Lines to return, exactly: from the line with "Read this image" to the line with "Transcribe the names" in the entries below, both included.

Collected data:
#####

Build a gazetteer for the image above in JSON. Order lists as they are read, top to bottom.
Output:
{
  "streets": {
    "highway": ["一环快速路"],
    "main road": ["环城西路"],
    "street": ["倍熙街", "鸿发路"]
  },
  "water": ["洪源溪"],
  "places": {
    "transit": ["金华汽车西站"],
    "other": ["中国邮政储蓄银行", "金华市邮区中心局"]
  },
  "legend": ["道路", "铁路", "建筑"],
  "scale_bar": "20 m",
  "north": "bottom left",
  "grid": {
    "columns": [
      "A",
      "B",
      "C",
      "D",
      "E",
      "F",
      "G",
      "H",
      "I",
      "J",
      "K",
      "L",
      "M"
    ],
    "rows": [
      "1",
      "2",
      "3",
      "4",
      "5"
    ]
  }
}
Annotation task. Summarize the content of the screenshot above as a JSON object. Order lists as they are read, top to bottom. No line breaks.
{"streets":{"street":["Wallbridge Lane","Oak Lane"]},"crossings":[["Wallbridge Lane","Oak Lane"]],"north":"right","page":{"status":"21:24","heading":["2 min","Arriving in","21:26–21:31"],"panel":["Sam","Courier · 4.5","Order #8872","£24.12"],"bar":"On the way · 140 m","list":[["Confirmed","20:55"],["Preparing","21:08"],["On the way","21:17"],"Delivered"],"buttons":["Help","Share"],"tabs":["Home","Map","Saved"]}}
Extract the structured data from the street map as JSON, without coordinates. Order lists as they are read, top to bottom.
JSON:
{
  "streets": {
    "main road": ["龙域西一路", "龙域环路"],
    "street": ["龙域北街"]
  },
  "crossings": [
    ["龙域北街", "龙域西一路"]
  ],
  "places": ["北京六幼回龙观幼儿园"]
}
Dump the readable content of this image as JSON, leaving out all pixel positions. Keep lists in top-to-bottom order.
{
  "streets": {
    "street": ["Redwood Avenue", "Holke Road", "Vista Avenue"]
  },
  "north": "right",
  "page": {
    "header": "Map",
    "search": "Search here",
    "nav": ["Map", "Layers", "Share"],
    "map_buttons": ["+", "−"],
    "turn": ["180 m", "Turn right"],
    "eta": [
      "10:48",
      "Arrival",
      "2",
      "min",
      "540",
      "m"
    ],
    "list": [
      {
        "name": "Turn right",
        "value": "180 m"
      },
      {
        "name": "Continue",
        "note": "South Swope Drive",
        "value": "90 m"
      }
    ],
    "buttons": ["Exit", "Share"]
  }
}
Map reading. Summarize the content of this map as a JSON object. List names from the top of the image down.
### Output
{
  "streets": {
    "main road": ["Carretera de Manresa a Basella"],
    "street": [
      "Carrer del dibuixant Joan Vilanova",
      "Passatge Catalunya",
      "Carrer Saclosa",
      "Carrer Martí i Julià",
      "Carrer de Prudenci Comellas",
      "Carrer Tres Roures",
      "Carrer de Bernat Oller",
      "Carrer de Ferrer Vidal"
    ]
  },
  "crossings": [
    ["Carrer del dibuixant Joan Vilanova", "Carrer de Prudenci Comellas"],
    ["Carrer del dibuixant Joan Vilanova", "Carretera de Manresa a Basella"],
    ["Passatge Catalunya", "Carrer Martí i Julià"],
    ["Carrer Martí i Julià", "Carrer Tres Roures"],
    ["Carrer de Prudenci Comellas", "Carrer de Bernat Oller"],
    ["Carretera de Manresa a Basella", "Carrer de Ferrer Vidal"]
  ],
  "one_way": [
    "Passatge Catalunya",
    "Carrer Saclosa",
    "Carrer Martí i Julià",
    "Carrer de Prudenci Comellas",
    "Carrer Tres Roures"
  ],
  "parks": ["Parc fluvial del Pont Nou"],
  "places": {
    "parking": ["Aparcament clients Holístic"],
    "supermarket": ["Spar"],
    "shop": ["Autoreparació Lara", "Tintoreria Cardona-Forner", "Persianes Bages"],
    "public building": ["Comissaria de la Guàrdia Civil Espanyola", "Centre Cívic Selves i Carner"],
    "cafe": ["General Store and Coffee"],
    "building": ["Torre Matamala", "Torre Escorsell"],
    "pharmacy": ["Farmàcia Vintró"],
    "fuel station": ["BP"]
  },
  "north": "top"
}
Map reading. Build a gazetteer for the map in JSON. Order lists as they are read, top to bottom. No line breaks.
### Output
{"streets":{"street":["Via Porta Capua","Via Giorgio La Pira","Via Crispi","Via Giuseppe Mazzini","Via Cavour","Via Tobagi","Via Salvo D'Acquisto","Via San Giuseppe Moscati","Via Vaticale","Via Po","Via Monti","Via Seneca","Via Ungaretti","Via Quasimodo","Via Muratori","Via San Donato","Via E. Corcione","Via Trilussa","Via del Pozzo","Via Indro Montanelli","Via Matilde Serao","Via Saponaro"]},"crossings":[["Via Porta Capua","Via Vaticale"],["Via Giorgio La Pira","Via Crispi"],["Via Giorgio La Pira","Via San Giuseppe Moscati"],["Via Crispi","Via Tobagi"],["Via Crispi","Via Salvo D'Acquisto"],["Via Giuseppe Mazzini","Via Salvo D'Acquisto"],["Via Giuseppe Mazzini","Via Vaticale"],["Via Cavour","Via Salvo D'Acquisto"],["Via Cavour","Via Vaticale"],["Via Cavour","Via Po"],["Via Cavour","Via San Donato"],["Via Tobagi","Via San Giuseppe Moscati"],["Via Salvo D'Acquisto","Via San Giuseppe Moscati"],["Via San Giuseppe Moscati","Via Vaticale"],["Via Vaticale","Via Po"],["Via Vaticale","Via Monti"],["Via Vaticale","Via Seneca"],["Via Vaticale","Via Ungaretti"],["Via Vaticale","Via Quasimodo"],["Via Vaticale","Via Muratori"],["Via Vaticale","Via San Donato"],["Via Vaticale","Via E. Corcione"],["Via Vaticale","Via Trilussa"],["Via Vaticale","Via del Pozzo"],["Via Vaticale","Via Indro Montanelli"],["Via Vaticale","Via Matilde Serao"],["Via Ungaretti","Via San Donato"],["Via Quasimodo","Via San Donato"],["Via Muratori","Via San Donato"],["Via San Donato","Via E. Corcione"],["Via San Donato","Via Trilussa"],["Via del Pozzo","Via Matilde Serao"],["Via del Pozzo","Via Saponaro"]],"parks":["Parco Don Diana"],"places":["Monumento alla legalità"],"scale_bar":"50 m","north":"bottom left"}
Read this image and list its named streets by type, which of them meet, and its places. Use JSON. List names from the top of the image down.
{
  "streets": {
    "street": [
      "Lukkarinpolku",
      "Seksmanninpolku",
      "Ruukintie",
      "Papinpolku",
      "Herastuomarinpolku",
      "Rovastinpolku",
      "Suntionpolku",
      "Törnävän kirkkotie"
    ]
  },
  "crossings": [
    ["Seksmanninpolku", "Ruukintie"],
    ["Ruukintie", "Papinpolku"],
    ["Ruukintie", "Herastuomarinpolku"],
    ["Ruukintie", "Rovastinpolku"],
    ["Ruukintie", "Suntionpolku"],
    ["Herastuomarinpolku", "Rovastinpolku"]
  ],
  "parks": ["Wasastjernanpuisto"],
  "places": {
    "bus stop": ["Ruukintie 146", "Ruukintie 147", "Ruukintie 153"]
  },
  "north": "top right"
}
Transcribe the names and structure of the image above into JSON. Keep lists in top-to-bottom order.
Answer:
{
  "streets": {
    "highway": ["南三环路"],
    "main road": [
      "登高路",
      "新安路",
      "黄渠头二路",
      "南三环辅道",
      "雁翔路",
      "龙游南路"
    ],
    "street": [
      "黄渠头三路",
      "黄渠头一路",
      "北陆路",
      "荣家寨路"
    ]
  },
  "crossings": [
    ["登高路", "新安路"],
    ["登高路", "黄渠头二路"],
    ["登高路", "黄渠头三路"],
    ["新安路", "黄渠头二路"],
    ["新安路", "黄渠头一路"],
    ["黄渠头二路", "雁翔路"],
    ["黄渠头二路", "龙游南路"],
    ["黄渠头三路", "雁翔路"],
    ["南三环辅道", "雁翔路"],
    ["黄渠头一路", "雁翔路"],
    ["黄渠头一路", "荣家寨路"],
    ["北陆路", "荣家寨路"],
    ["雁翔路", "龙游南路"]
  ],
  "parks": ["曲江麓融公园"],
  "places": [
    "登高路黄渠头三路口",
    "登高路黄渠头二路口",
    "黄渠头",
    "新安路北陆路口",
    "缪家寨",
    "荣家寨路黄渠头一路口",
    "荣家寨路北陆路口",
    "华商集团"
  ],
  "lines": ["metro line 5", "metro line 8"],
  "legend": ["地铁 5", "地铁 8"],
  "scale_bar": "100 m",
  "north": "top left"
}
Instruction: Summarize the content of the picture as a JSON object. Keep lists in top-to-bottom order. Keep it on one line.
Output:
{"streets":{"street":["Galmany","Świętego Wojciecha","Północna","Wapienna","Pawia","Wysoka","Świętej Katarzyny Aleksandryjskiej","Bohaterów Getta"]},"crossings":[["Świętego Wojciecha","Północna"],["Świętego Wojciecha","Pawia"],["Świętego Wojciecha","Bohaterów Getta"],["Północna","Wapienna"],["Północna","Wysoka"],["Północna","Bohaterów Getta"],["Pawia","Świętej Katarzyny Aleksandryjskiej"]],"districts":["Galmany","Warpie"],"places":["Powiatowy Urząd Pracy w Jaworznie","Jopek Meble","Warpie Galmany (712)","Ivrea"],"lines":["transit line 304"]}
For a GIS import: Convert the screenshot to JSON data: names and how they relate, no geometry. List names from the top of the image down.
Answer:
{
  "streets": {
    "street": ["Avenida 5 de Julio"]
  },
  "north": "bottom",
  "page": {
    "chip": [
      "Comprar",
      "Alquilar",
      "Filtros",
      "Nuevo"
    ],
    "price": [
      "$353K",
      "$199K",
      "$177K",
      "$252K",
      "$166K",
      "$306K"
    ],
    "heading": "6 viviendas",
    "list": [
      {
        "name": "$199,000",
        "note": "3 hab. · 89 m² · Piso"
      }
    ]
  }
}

#####

§ **Task answer**:
Read this image and list its named streets by type, which of them meet, and its places. Use JSON. List names from the top of the image down.
{
  "streets": {
    "street": [
      "Lukkarinpolku",
      "Seksmanninpolku",
      "Ruukintie",
      "Papinpolku",
      "Herastuomarinpolku",
      "Rovastinpolku",
      "Suntionpolku",
      "Törnävän kirkkotie"
    ]
  },
  "crossings": [
    ["Seksmanninpolku", "Ruukintie"],
    ["Ruukintie", "Papinpolku"],
    ["Ruukintie", "Herastuomarinpolku"],
    ["Ruukintie", "Rovastinpolku"],
    ["Ruukintie", "Suntionpolku"],
    ["Herastuomarinpolku", "Rovastinpolku"]
  ],
  "parks": ["Wasastjernanpuisto"],
  "places": {
    "bus stop": ["Ruukintie 146", "Ruukintie 147", "Ruukintie 153"]
  },
  "north": "top right"
}
Transcribe the names and structure of the image above into JSON. Keep lists in top-to-bottom order.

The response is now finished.